Each entry must be copied exactly, without omission.
(Study material)
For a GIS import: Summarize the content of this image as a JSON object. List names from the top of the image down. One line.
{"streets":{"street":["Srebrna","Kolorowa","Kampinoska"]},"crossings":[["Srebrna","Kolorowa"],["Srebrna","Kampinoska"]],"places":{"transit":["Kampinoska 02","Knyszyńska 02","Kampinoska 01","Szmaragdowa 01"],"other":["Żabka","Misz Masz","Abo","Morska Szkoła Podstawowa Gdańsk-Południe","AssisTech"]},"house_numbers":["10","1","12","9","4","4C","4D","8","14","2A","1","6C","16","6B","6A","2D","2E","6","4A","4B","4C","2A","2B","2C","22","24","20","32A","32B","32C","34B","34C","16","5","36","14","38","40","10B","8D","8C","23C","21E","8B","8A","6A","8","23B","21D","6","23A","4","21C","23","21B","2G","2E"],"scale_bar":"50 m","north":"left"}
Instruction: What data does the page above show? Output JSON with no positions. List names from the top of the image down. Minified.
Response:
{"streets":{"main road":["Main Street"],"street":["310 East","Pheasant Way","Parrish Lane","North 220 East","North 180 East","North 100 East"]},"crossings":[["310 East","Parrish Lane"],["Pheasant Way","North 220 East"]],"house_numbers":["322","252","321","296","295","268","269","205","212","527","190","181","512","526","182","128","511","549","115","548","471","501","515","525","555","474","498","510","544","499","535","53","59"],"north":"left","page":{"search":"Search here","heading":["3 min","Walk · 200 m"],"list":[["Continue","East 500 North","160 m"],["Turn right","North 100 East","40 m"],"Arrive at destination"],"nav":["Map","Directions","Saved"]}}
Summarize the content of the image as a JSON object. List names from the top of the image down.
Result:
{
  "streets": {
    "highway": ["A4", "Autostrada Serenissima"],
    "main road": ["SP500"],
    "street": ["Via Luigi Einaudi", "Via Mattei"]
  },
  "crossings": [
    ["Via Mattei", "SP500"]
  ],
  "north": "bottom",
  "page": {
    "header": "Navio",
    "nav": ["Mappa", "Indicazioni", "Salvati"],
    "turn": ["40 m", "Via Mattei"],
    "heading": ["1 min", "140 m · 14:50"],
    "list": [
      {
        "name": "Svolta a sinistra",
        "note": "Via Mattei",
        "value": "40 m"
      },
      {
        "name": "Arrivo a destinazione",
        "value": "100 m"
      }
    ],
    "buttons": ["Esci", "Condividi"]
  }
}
(End Study material)
### [Answer for the task]
For a GIS import: Summarize the content of this image as a JSON object. List names from the top of the image down. One line.
{"streets":{"street":["Srebrna","Kolorowa","Kampinoska"]},"crossings":[["Srebrna","Kolorowa"],["Srebrna","Kampinoska"]],"places":{"transit":["Kampinoska 02","Knyszyńska 02","Kampinoska 01","Szmaragdowa 01"],"other":["Żabka","Misz Masz","Abo","Morska Szkoła Podstawowa Gdańsk-Południe","AssisTech"]},"house_numbers":["10","1","12","9","4","4C","4D","8","14","2A","1","6C","16","6B","6A","2D","2E","6","4A","4B","4C","2A","2B","2C","22","24","20","32A","32B","32C","34B","34C","16","5","36","14","38","40","10B","8D","8C","23C","21E","8B","8A","6A","8","23B","21D","6","23A","4","21C","23","21B","2G","2E"],"scale_bar":"50 m","north":"left"}
Instruction: What data does the page above show? Output JSON with no positions. List names from the top of the image down. Minified.
Response:
{"streets":{"main road":["Main Street"],"street":["310 East","Pheasant Way","Parrish Lane","North 220 East","North 180 East","North 100 East"]},"crossings":[["310 East","Parrish Lane"],["Pheasant Way","North 220 East"]],"house_numbers":["322","252","321","296","295","268","269","205","212","527","190","181","512","526","182","128","511","549","115","548","471","501","515","525","555","474","498","510","544","499","535","53","59"],"north":"left","page":{"search":"Search here","heading":["3 min","Walk · 200 m"],"list":[["Continue","East 500 North","160 m"],["Turn right","North 100 East","40 m"],"Arrive at destination"],"nav":["Map","Directions","Saved"]}}
Summarize the content of the image as a JSON object. List names from the top of the image down.
Result:
{
  "streets": {
    "highway": ["A4", "Autostrada Serenissima"],
    "main road": ["SP500"],
    "street": ["Via Luigi Einaudi", "Via Mattei"]
  },
  "crossings": [
    ["Via Mattei", "SP500"]
  ],
  "north": "bottom",
  "page": {
    "header": "Navio",
    "nav": ["Mappa", "Indicazioni", "Salvati"],
    "turn": ["40 m", "Via Mattei"],
    "heading": ["1 min", "140 m · 14:50"],
    "list": [
      {
        "name": "Svolta a sinistra",
        "note": "Via Mattei",
        "value": "40 m"
      },
      {
        "name": "Arrivo a destinazione",
        "value": "100 m"
      }
    ],
    "buttons": ["Esci", "Condividi"]
  }
}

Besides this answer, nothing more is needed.